Word for word, retype every line of the data.

Supplied material:
+ + +

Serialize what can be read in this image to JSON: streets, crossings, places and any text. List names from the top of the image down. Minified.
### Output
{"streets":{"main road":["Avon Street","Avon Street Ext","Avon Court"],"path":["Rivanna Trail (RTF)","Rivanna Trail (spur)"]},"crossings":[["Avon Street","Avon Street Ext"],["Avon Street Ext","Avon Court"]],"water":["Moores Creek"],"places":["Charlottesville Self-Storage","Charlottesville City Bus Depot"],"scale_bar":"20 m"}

+ + +

Answer space:
Serialize what can be read in this image to JSON: streets, crossings, places and any text. List names from the top of the image down. Minified.
### Output
{"streets":{"main road":["Avon Street","Avon Street Ext","Avon Court"],"path":["Rivanna Trail (RTF)","Rivanna Trail (spur)"]},"crossings":[["Avon Street","Avon Street Ext"],["Avon Street Ext","Avon Court"]],"water":["Moores Creek"],"places":["Charlottesville Self-Storage","Charlottesville City Bus Depot"],"scale_bar":"20 m"}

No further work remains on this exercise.